Cold Blooded

Director: Wally Wolodarsky
Screenwriters: Wally Wolodarsky

Institute History

  • 1995 Sundance Film Festival


One of the common perceptions, even verities, about the nature of American independent production is that it lacks a sense of humor. That’s just one of the reasons why Wally Wolodarsky's Cold Blooded is such a pleasure to discover. First-rate comedies are rare, regardless of what arena they emerge from, and Wolodarsky's feature debut is exceptional for its fine writing, performances, timing, and above all for its black humor.

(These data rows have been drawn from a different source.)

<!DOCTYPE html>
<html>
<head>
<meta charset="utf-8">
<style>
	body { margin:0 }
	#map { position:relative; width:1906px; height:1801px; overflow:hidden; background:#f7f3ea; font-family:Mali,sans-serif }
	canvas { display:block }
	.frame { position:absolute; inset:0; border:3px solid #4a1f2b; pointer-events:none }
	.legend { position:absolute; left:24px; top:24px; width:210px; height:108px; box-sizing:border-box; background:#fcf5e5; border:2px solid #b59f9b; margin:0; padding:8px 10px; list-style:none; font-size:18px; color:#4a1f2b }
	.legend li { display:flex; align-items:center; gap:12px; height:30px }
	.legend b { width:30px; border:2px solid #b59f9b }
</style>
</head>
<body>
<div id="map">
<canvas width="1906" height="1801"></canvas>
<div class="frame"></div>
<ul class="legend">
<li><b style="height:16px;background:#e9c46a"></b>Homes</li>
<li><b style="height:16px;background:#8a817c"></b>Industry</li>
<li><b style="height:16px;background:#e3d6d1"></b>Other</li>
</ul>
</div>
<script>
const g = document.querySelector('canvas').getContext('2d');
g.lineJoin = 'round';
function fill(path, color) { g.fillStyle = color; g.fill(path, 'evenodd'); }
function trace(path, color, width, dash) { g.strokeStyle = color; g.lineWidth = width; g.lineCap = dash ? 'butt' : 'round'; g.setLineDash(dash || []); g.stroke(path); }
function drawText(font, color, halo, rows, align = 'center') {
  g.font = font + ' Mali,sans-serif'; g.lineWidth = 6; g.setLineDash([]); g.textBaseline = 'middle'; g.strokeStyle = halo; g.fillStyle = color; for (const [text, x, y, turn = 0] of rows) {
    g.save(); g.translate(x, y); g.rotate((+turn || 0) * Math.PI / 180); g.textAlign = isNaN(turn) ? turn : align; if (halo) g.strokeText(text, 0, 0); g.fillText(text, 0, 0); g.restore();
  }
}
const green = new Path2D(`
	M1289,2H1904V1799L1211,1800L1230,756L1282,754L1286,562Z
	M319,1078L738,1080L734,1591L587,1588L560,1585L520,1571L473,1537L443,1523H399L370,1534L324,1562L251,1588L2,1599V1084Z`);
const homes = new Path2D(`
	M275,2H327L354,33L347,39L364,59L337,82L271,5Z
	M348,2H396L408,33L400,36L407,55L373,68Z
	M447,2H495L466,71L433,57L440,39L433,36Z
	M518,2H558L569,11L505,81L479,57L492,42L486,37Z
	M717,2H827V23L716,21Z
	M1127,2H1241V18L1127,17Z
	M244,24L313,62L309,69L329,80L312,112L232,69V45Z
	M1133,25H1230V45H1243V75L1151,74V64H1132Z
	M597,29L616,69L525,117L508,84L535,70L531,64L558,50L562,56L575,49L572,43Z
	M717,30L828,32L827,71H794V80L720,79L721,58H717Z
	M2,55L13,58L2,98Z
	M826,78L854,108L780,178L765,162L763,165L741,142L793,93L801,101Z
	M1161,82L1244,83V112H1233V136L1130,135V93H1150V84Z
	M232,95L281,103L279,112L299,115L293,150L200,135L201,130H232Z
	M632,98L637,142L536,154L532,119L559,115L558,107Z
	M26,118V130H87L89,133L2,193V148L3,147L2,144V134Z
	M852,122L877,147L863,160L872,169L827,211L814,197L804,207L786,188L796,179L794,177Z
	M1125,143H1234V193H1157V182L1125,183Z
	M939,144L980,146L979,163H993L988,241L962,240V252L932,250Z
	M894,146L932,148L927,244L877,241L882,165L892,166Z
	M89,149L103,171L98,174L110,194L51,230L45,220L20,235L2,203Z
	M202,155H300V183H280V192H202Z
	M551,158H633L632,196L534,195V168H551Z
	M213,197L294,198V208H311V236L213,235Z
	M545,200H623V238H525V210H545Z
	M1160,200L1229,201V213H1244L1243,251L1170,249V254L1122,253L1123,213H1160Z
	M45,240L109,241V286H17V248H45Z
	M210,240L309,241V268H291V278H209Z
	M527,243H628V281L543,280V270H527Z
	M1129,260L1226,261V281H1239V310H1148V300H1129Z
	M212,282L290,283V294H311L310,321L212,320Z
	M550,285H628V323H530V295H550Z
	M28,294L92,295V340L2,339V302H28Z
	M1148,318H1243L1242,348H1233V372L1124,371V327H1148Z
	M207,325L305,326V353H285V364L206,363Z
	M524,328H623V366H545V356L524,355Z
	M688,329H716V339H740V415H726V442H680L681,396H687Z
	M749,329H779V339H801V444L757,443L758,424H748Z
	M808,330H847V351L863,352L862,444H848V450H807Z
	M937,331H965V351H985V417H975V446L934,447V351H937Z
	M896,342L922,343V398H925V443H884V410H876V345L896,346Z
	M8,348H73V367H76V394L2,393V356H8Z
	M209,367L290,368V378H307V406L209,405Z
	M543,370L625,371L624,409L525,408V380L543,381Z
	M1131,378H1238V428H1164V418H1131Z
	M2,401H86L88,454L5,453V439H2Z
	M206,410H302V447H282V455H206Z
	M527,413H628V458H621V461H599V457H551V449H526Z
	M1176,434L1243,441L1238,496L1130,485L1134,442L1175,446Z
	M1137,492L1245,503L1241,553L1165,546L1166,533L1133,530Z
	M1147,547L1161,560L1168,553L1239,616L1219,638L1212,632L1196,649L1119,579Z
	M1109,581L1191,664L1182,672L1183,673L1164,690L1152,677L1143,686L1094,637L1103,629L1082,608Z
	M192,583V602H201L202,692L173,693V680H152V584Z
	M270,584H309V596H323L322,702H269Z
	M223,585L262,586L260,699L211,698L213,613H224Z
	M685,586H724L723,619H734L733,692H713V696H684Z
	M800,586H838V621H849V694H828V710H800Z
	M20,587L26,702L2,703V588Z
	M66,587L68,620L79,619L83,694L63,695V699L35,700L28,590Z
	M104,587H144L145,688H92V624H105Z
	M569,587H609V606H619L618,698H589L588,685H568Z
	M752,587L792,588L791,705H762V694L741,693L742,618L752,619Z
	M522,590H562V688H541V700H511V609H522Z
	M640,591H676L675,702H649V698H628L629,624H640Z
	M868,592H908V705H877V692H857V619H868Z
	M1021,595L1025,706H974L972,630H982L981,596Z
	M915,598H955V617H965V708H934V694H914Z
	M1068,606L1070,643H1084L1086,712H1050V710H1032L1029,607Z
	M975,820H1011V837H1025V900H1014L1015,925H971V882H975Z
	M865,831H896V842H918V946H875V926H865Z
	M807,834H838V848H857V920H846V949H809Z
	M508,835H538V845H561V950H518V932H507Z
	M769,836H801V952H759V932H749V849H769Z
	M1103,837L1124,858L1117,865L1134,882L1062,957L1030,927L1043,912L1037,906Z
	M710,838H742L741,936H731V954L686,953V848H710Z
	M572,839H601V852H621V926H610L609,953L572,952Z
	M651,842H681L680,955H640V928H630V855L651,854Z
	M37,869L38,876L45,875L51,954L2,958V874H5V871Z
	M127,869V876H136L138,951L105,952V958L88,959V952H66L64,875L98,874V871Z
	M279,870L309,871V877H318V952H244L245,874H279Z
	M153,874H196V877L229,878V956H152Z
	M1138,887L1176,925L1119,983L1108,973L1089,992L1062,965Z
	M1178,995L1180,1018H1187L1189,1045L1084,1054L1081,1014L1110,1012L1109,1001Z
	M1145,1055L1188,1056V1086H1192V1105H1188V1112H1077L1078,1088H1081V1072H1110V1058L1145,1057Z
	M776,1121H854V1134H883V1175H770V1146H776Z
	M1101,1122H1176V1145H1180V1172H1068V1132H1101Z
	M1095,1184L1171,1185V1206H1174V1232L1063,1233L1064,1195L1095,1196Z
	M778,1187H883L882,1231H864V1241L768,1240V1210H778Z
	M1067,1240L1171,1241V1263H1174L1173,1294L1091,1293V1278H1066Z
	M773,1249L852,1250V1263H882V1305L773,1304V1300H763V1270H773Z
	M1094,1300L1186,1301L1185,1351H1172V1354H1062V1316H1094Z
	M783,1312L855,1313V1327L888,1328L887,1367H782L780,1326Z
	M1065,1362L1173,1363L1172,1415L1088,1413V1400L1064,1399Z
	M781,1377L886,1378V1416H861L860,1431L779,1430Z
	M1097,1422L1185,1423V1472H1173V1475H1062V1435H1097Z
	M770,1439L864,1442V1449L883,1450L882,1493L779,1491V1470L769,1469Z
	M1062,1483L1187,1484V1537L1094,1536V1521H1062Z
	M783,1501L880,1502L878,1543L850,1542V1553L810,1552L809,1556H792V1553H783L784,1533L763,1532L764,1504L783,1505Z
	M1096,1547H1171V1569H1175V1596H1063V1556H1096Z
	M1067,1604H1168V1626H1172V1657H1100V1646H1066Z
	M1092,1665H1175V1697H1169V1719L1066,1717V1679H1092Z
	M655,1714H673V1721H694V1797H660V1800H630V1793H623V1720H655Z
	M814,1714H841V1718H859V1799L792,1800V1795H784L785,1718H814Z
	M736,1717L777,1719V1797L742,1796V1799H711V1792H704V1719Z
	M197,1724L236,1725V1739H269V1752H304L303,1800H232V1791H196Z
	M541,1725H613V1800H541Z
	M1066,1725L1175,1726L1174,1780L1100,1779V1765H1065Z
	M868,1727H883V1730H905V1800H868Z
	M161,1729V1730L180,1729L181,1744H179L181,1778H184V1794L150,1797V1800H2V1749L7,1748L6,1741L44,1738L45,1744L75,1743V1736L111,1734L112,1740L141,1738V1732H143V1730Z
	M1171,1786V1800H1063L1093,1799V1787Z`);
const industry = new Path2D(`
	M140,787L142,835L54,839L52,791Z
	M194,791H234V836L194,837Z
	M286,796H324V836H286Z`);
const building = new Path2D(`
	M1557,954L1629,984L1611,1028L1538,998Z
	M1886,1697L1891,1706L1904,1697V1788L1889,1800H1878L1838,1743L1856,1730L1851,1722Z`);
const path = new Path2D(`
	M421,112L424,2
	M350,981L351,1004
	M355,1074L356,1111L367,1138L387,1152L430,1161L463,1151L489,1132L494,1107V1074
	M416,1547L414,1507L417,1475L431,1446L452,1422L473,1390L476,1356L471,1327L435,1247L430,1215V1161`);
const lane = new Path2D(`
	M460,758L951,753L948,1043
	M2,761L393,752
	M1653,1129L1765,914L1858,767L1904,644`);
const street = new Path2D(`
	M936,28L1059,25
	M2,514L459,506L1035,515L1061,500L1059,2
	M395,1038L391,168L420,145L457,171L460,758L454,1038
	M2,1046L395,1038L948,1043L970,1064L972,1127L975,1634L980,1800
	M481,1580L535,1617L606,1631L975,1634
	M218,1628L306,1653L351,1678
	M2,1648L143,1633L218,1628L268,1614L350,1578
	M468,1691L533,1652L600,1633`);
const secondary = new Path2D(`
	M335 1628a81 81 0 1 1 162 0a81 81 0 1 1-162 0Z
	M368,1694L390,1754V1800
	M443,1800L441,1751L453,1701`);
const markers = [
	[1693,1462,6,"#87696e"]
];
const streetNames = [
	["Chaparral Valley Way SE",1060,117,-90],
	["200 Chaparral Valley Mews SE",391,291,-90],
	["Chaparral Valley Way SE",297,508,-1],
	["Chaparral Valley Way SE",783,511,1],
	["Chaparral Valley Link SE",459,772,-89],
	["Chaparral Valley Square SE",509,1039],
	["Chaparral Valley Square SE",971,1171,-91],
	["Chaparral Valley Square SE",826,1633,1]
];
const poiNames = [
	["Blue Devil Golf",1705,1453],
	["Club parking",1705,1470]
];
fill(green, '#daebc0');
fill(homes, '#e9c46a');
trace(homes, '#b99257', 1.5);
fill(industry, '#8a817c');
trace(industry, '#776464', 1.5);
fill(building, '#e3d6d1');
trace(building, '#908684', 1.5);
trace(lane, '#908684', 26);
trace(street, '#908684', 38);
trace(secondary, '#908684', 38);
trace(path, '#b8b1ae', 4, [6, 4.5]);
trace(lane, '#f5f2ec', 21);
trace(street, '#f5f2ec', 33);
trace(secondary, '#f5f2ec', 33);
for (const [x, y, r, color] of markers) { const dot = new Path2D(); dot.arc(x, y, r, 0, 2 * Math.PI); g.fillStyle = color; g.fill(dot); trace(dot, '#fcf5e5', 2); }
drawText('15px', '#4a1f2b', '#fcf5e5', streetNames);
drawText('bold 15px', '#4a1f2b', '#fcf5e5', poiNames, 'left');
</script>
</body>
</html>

Cosmo, played perfectly by Jason Priestley, is a low-level bookie who is suddenly promoted to be a hitman—an offer he can’t refuse. Placed under the supervision of an experienced professional, Steve (in a hilariously restrained performance by Peter Riegert), Cosmo discovers that he has an innate ability: he’s the perfect, unemotional, talented killer. And his natural flair for his job quickly establishes him as someone invaluable and leads to requests for his services. But it also leads to a dilemma, for as he attempts to enjoy a social life, indeed to fall in love, he must confront the inevitable limitations that his profession imposes.

Absolutely terrific dialogue; deliciously perverse, dark sensibilities; and a biting, yet romantic, wit and style make this debut film an absolute must. Additional plaudits go to the female leads, Janeane Garofalo and Kimberly Williams.